A atual imagem indicativa de uma pessoa curvada e de bengala — utilizada em vagas, assentos, filas e outros serviços prioritários — deverá ser substituída pela sinalização com a imagem de uma pessoa ereta, acompanhada da inscrição “60+”.
“A mudança mantém todos os direitos prioritários garantidos pelo Estatuto da Pessoa Idosa (Lei Federal nº 10.741, de 1º de outubro de 2003)”.
Os serviços prioritários para a pessoa idosa contêm uma simbologia (que será alterada) que pode ser vista como pejorativa, associando a velhice a características de fragilidade.
Com essa mudança, as placas continuarão exercendo seu papel de instruir a população, mas reforçando a autoestima e a dignidade da população idosa, enfrentando o idadismo (preconceito com base na idade, que no caso, atinge principalmente as pessoas idosas).

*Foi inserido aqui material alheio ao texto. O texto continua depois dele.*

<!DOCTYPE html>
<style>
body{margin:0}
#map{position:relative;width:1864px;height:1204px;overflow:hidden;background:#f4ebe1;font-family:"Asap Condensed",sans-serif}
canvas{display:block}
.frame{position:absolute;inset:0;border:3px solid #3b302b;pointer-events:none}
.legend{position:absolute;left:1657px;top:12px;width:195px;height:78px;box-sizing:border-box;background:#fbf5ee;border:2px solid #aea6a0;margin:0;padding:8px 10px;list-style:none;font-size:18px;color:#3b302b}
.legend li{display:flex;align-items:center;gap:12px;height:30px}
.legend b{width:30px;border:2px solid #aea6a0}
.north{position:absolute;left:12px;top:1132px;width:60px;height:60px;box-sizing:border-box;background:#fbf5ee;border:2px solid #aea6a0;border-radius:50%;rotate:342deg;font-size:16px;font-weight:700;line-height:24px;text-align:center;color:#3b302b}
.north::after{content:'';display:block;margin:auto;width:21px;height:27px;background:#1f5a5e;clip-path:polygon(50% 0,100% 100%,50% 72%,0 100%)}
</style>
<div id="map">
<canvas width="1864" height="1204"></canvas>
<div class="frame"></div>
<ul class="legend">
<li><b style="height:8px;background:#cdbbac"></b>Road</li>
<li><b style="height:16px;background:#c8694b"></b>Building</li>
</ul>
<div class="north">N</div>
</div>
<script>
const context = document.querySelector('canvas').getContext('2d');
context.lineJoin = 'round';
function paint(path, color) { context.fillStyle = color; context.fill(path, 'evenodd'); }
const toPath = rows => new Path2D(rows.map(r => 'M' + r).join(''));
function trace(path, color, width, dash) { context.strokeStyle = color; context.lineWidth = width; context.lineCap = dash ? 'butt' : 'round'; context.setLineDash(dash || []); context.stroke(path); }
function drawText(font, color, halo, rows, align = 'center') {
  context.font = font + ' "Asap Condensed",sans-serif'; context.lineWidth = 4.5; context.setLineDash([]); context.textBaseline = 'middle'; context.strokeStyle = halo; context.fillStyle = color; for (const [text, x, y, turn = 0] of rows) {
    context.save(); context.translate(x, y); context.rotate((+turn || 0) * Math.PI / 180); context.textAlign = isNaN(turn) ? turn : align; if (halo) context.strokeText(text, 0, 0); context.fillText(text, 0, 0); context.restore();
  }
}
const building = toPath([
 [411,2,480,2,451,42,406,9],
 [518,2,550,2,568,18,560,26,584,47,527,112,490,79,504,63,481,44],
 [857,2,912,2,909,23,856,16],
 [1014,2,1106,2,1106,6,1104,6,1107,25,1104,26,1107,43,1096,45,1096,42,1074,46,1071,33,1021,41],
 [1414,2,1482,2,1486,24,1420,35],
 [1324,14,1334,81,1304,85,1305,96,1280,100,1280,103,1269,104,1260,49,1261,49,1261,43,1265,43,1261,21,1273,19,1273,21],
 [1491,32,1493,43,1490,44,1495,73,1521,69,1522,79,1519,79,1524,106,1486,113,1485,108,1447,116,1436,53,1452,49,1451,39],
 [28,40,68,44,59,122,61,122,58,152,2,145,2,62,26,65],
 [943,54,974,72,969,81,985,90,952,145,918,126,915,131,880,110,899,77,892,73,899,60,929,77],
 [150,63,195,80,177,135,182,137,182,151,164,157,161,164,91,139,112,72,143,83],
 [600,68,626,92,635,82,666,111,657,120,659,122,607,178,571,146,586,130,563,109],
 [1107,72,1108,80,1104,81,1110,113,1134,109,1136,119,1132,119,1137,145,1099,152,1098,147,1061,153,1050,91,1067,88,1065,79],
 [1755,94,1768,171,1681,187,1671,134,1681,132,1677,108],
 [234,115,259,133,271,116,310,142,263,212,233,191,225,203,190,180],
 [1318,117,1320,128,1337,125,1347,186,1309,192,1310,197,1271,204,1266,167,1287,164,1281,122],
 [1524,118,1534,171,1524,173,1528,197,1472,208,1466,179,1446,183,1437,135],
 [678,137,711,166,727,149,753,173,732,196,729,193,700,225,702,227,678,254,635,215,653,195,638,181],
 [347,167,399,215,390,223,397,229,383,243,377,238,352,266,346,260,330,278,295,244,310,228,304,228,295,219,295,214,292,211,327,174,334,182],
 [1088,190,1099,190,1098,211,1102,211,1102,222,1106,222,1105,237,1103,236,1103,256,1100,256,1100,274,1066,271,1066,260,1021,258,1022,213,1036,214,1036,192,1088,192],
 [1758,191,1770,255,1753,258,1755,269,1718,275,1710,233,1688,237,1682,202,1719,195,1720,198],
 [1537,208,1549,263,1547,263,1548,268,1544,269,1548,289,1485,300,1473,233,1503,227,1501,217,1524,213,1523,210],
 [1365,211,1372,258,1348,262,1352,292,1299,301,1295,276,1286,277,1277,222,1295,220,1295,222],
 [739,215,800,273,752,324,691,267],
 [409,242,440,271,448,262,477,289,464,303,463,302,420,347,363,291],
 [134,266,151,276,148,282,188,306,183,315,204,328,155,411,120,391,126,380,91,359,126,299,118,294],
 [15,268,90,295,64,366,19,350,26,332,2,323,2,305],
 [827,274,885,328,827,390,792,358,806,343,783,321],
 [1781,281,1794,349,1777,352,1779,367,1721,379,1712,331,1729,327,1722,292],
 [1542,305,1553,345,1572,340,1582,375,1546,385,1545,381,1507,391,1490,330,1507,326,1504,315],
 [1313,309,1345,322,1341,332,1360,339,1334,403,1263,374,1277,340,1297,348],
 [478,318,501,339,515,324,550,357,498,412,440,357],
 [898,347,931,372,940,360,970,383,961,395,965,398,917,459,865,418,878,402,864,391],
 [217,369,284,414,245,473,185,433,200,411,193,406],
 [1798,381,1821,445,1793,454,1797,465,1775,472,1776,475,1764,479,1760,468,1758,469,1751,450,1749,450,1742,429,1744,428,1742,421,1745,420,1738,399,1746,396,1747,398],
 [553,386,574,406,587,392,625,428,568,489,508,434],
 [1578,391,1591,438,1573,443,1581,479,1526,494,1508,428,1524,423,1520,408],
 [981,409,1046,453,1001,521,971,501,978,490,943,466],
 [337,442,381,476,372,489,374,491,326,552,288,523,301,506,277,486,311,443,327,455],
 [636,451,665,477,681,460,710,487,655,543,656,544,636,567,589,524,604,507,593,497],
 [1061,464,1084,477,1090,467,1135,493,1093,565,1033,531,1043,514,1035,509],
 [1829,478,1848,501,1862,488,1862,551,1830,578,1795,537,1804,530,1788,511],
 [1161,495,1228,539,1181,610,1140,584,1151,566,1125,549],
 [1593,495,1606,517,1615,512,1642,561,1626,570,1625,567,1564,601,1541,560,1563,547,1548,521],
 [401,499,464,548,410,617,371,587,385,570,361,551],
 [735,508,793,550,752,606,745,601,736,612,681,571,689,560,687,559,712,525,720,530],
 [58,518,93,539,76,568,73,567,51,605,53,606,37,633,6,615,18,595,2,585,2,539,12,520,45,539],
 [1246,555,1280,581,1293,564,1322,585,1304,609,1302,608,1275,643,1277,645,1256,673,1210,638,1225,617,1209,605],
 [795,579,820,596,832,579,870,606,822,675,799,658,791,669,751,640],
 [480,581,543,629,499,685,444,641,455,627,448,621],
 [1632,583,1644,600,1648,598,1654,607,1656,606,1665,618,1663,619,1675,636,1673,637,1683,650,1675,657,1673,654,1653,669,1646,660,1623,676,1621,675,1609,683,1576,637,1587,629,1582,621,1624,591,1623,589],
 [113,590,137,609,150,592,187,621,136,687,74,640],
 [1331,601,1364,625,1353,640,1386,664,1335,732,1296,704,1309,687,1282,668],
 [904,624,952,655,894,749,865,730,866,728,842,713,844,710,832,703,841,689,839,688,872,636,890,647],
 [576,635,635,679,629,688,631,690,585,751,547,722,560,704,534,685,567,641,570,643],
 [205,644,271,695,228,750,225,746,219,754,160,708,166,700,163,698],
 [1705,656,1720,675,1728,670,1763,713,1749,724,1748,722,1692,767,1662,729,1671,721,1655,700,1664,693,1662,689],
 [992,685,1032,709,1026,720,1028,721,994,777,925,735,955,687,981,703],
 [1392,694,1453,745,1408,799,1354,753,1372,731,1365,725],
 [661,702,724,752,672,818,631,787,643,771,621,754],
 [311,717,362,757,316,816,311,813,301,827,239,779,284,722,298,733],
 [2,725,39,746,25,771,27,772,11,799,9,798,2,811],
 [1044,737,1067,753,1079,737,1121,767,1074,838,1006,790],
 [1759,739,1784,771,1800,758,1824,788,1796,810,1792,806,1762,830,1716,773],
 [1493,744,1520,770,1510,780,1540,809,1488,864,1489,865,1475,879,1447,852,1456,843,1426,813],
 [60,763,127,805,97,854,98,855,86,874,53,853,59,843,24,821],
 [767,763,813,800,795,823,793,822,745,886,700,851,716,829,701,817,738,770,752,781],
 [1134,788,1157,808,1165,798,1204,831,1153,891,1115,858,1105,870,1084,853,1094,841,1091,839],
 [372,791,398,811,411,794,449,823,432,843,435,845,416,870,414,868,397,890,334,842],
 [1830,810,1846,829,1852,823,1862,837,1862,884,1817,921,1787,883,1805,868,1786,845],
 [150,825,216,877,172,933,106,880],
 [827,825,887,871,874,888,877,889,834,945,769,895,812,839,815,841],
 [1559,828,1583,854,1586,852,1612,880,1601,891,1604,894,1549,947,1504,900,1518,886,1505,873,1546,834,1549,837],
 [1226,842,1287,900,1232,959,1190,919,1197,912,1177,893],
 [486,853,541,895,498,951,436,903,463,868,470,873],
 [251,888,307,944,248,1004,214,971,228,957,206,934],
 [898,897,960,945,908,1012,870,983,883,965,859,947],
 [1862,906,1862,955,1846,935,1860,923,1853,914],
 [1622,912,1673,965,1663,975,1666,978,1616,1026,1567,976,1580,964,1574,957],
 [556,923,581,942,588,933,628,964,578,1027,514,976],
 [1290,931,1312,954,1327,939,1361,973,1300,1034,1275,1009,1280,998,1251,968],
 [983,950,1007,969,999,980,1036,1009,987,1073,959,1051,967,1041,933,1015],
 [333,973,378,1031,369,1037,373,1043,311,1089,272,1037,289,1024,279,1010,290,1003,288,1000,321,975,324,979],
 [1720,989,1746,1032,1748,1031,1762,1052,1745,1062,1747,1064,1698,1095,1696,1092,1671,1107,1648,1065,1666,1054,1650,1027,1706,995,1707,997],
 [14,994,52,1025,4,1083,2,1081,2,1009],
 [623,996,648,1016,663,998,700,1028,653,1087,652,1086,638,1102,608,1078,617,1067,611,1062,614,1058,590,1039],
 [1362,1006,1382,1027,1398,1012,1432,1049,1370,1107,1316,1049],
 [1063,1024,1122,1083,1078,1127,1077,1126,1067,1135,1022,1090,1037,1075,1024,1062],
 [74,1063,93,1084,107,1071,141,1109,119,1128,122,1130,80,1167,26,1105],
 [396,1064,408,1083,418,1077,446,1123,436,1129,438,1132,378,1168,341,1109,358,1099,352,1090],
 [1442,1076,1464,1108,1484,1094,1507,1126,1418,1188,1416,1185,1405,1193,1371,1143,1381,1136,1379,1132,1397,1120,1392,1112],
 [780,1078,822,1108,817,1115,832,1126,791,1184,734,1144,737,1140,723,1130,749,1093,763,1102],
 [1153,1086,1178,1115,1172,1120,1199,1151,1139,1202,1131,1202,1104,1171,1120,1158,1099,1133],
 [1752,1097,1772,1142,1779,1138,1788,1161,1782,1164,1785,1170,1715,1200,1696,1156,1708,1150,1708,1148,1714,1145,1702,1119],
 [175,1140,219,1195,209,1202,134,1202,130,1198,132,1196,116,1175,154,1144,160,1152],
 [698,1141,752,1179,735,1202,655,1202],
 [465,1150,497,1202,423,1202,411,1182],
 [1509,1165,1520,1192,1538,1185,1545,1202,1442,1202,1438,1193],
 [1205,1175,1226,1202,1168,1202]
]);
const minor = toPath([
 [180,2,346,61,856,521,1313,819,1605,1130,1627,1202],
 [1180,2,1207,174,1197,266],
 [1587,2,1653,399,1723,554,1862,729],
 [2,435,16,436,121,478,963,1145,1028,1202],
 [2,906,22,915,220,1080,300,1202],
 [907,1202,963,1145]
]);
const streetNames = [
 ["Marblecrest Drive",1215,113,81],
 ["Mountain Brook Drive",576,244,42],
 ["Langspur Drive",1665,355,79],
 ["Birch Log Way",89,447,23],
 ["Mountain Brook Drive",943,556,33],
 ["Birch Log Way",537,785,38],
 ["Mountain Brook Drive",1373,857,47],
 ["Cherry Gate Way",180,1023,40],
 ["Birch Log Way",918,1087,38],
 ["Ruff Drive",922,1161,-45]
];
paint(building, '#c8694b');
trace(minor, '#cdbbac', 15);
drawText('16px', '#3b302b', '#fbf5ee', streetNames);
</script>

A nova legislação prevê uma transição gradual para a sinalização de vagas e placas, seguindo os critérios estabelecidos pela Resolução CONTRAN nº 965/2022:
Até cinco anos: para que os órgãos de trânsito e os proprietários de estabelecimentos privados de uso coletivo realizem as adequações necessárias na sinalização das áreas de estacionamento.

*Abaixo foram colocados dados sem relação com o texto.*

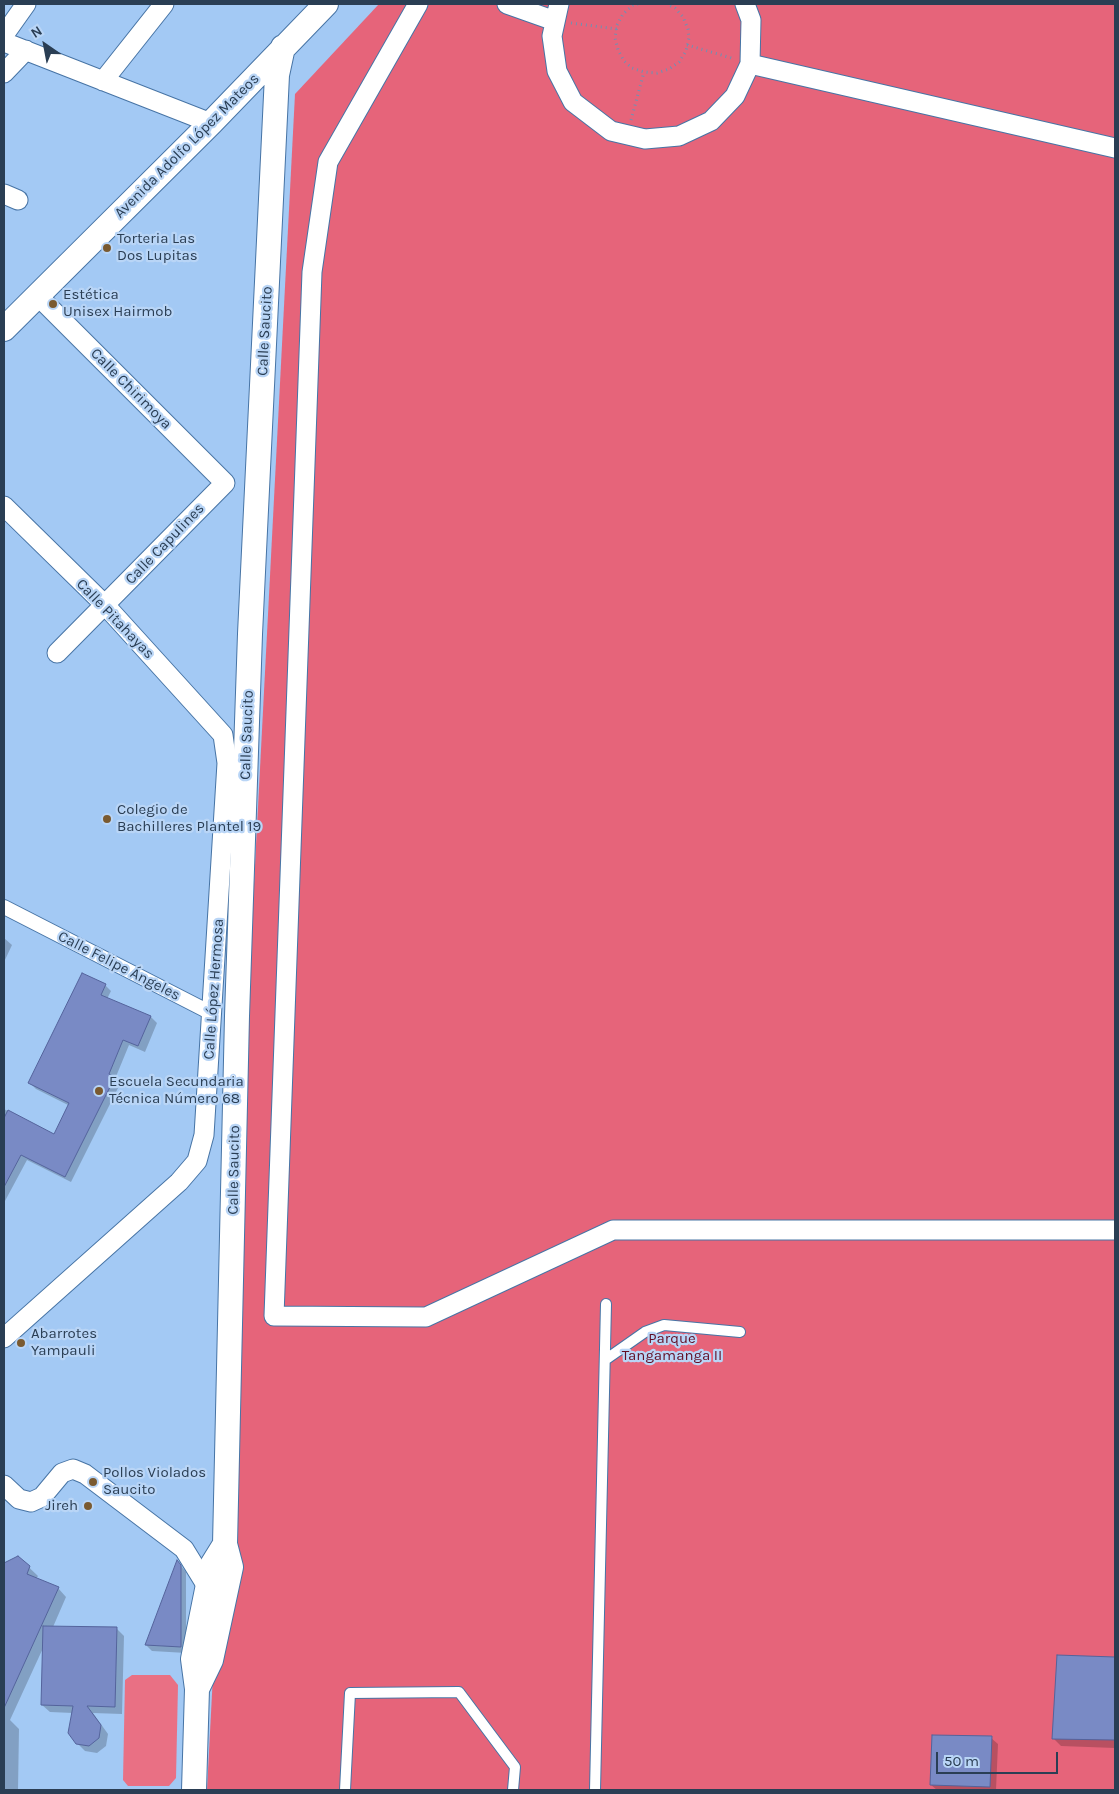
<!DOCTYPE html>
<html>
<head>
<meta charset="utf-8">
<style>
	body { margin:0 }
	#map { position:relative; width:1119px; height:1794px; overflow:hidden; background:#a3c9f4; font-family:Karla,sans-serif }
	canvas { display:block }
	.frame { position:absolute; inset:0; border:5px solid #2a3e54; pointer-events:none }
	.north { position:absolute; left:20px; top:20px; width:50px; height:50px; -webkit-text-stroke:4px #b9d5f6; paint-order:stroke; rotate:327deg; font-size:14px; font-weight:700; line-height:20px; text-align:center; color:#2a3e54 }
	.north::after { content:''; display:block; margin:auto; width:18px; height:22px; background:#2a3e54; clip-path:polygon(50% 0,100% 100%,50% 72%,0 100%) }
	.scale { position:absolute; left:936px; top:1752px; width:122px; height:22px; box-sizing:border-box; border:2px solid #2a3e54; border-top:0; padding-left:6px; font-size:15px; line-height:18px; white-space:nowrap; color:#2a3e54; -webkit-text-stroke:4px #b9d5f6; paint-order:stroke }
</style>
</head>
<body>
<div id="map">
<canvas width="1119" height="1794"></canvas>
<div class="frame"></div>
<div class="north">N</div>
<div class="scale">50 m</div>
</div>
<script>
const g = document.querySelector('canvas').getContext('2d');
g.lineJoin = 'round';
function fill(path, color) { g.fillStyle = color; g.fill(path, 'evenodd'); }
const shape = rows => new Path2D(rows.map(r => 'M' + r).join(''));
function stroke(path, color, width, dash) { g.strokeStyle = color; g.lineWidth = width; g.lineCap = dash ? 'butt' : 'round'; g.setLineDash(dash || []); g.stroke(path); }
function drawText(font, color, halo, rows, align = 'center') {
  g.font = font + ' Karla,sans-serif'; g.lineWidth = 4.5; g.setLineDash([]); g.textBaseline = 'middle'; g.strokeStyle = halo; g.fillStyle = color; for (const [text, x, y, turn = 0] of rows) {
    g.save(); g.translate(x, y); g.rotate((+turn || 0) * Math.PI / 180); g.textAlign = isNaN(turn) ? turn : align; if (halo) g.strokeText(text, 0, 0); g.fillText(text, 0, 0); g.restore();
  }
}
fill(shape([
	[132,1675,170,1675,178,1685,176,1778,169,1786,128,1786,123,1780,125,1680]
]), '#e97084');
fill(shape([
	[379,4,1115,4,1115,1790,207,1790,295,94]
]), '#e6647a');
fill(shape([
	[4,938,12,945,4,962],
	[105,985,111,991,107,999,151,1017,157,1023,145,1052,129,1045,115,1079,120,1084,71,1182,27,1160,5,1201,4,1200,4,1109,54,1136,70,1106,36,1089,30,1083],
	[18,1557,38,1576,36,1579,58,1588,66,1597,53,1627,116,1628,124,1636,122,1714,93,1713,108,1734,106,1746,97,1753,85,1751,77,1743,73,1713,50,1712,42,1705,44,1646,10,1720,19,1729,18,1790,4,1790,4,1564],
	[178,1562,186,1572,186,1653,152,1651,146,1645],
	[1058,1657,1115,1658,1115,1748,1061,1746,1053,1738],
	[991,1738,998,1744,996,1790,937,1790,931,1785]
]), '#0003');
const building = shape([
	[82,973,106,984,101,995,151,1016,138,1046,123,1040,109,1074,115,1077,65,1177,21,1155,4,1187,4,1118,8,1110,54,1134,69,1103,28,1083,82,973],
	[18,1556,30,1566,27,1574,59,1587,4,1708,4,1563,18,1556],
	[177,1560,181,1565,181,1647,145,1645,177,1560],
	[43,1626,117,1627,115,1707,87,1706,101,1725,99,1738,89,1746,76,1744,68,1733,73,1706,41,1705,43,1626],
	[1057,1655,1115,1657,1115,1740,1052,1739,1057,1655],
	[932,1735,992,1736,990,1787,930,1785,932,1735]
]);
fill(building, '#798ac5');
stroke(building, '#54639b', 1);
const service = shape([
	[605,1360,645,1332,664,1325,740,1332],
	[345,1790,350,1693,459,1692,515,1767,513,1790],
	[595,1790,606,1304]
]);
const pedestrian = shape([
	[4,907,213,1014]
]);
const minor = shape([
	[418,4,328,162,312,272,274,1316,426,1317,613,1230,1115,1230],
	[507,4,555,21],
	[559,4,552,36,557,71,573,102,611,131,645,139,679,136,711,121,735,96,750,64,751,20,745,4],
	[4,35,26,4],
	[4,42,211,123],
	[750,64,1115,148],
	[4,73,26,50],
	[103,81,164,4],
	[4,194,18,200],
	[38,296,225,483,57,653],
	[4,506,105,605,223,735,227,763,204,1135,197,1161,179,1182,4,1338],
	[4,1485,19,1499,31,1502,42,1497,62,1473,73,1469,85,1474,184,1549,208,1588,210,1595]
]);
const tertiary = shape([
	[4,329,211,123,326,4],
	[197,1689,211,1660,231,1567,225,1544,237,1016,250,634,277,75,283,47],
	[194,1790,197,1689,193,1659,212,1565,225,1544]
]);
stroke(service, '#4774a5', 12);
stroke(pedestrian, '#4774a5', 16);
stroke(minor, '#4774a5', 21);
stroke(tertiary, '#4774a5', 26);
stroke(shape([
	[638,4,633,5,623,14,617,25,615,38,618,50,624,61,632,68,644,72,657,73,669,69,679,62,686,51,689,38,688,29,683,17,675,8,667,4],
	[571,23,617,29],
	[687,45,735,59],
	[631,120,644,72]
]), '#7190b2', 3, [1, 4]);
stroke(service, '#fff', 10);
stroke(pedestrian, '#fff', 14);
stroke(minor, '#fff', 19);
stroke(tertiary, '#fff', 24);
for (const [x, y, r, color] of [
	[107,248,5,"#7a5a30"],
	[53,304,5,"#7a5a30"],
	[107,819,5,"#7a5a30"],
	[99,1091,5,"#7a5a30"],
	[21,1343,5,"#7a5a30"],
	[93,1482,5,"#7a5a30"],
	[88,1506,5,"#7a5a30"]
]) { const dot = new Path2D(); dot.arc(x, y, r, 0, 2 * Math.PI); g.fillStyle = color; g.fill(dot); stroke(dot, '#b9d5f6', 2); }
drawText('15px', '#2a3e54', '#b9d5f6', [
	["Avenida Adolfo López Mateos",187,146,-45],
	["Calle Saucito",265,331,-87],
	["Calle Chirimoya",131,389,45],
	["Calle Capulines",165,544,-46],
	["Calle Pitahayas",115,619,46],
	["Calle Saucito",247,735,-88],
	["Calle Felipe Ángeles",119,966,27],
	["Calle López Hermosa",214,989,-86],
	["Calle Saucito",234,1170,-89]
]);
drawText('15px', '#2a3e54', '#b9d5f6', [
	["Torteria Las",117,239],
	["Dos Lupitas",117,256],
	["Estética",63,295],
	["Unisex Hairmob",63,312],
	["Colegio de",117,810],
	["Bachilleres Plantel 19",117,827],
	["Escuela Secundaria",109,1082],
	["Técnica Número 68",109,1099],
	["Abarrotes",31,1334],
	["Yampauli",31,1351],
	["Pollos Violados",103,1473],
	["Saucito",103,1490],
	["Jireh",78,1506,"right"]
], 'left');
drawText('15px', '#620e25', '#b9d5f6', [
	["Parque",672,1339],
	["Tangamanga II",672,1356]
]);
</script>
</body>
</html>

Até dois anos: para que os órgãos e entidades de trânsito competentes realizem a adequação do modelo das credenciais.
Junho Prata
No mês de enfrentamento à violência contra a pessoa idosa, o “Junho Prata”, Kemp conseguiu a aprovação desta legislação que reestrutura a representação visual das pessoas idosas.
Para o parlamentar, a proposta abre um debate fundamental sobre a superação de preconceitos na sociedade.
“Como pessoa 60+, conheço e a realidade enfrentada é por isso, defendo veementemente que é preciso abolir essa imagem da pessoa idosa inválida, como preconiza os organismos internacionais. A comunicação ocupa lugar de destaque na vida da sociedade e é uma ferramenta de exercício de cidadania e garantia de direitos. Ela serve para reforçar preconceitos, ou , como instrumento para superá-los. Comportamentos que invisibilizam e estigmatizam a velhice, não promovem acessibilidade e não incluem os mais velhos como protagonistas. Na sociedade atual, marcada pelo culto à juventude, o envelhecimento costuma ser rotulado de forma depreciativa, gerando exclusão, infantilização e solidão”, afirmou Kemp.
O deputado relembrou ainda um episódio global recente para ilustrar a importância da linguagem e dos símbolos. “Como contribuição, exemplificamos que a Organização Mundial da Saúde (OMS), responsável por divulgar a Classificação Internacional de Doenças (CID), chegou a propor a troca do termo ‘senilidade’ pelo termo ‘velhice’ como causa de morte. Isso gerou uma forte reação contrária da sociedade, que rejeitou a ideia de a velhice ser considerada uma doença. A internalização desses estigmas pode impedir a solidariedade entre as gerações. Precisamos reforçar a ideia de que envelhecer é um direito e uma conquista de todas as pessoas”, defendeu.
Por fim, o parlamentar ressaltou o papel do Estado diante do novo cenário demográfico. “A nossa lei aprovada confirma que o envelhecimento digno deve ser responsabilidade de cada um, da família, da sociedade, das empresas e, principalmente, do governo, articulando políticas públicas de forma intersetorial para atender todas as etapas da vida, com foco no envelhecimento ativo e no cuidado. Hoje, em Mato Grosso do Sul, as pessoas idosas 60 anos já representam 14,2% da população, um número que cresce a cada ano. Estamos diante de novos desafios e de grandes oportunidades. Muito ainda precisa ser feito e vamos trabalhar ouvindo as pessoas 60+”, concluiu Kemp.